Four years later in 1929, “talkies,” or motion pictures with sound, were becoming more and more prevalent. New sound equipment was installed for $35,000 to allow the theater to show Movietone News, Photophone and Vitaphone, which were the three major types of talking films at the time. On February 17, 1929, Give and Take, starring Jean Hersholt and George Sidney, was the first talking motion picture shown at the Fox. The following year even more upgrades were installed including a larger screen, more new sound equipment and a new marquee. Doughboys, starring Buster Keaton, was shown at the grand reopening in 1929.
The Fox went through a number of name changes through the years. It opened as the Alician Court Theatre, then became the Mission Court Theatre, Universal Mission Court Theatre, Fox Mission Theatre and finally the Fox Fullerton Theatre, which it remains today. A number of celebrities made personal appearances at the Fox to promote their films, including Douglas Fairbanks, Mary Pickford, Buster Keaton, Harold Lloyd, Janet Gaynor, Dolores Del Rio, Judy Garland, Mickey Rooney and Jayne Mansfield. The Fox was modernized again in 1955 with the installation of a Cinemascope screen. The Cinemascope screen ran from wall-to-wall, and some of the decorative plasterwork surrounding the stage had to be removed to accommodate it. In 1962, the National General Corporation took over the theater, and had the murals in the auditorium painted over.

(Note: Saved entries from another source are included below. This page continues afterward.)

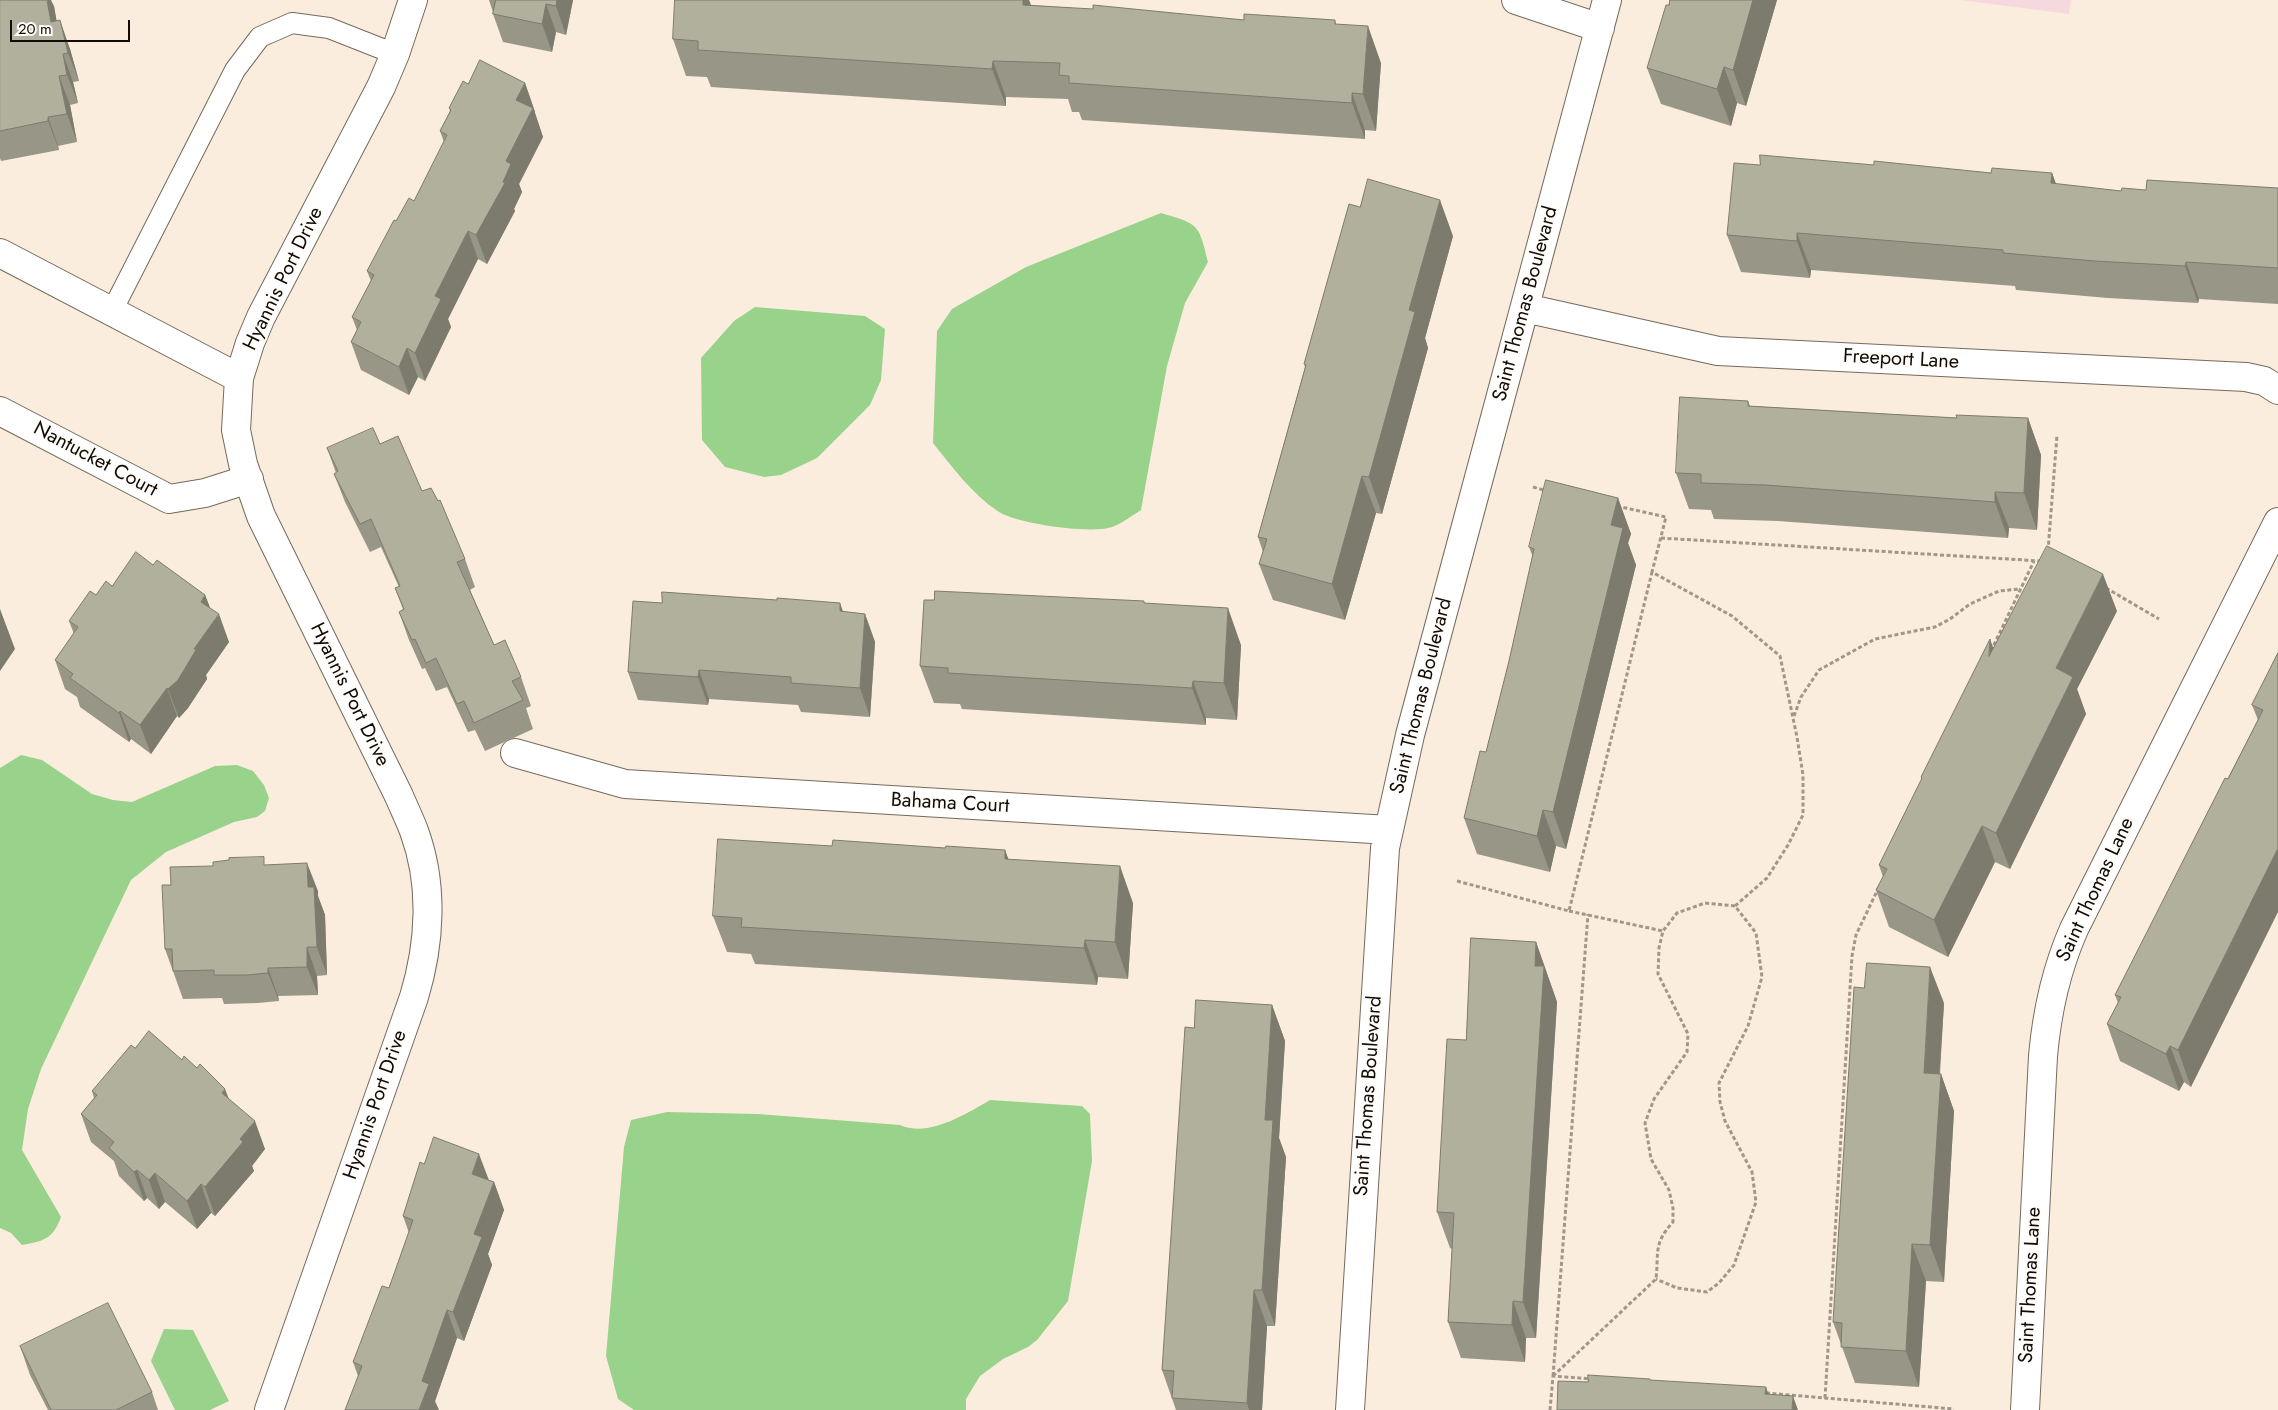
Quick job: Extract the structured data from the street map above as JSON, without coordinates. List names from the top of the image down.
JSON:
{
  "streets": {
    "street": [
      "Hyannis Port Drive",
      "Saint Thomas Boulevard",
      "Freeport Lane",
      "Nantucket Court",
      "Bahama Court",
      "Saint Thomas Lane"
    ]
  },
  "crossings": [
    ["Hyannis Port Drive", "Nantucket Court"],
    ["Saint Thomas Boulevard", "Freeport Lane"],
    ["Saint Thomas Boulevard", "Bahama Court"]
  ],
  "scale_bar": "20 m"
}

After a showing of Angel Heartstarring Mickey Rourke, The Fox closed in 1987 and remained dark for almost twenty years. It was scheduled to be demolished in 2004 to make way for a five-storey apartment building, but was saved by the Fullerton Historic Theatre Foundation (FHTF), which was formed in 2001 to acquire and restore the theater. They officially took ownership in 2005, and the following year helped add the theater to the National Register of Historic Places. The city of Fullerton started to show films in the theater’s back parking lot in 2005 in an effort to help raise funds for the restoration. In 2015, Evergreene Architectural Arts, an Award-Winning Decoration & Restoration firm, replicated the original design elements on the auditorium ceiling as part of the restoration efforts.* At the same time, the “FOX FULLERTON” sign, which was removed for restoration in 2013, was reinstalled. The FHTF held a 90th birthday party for the the theater in May 2015 to unveil the restored ceiling and the reinstalled sign. In February 2016, a coffee shop opened in one of the refurbished retail spaces. The monthly rent from the shop will go towards the building’s restoration which is estimated to cost $26 million dollars, and $14 million has been spent as of 2016.
*These photographs were taken before the restoration of the auditorium ceiling.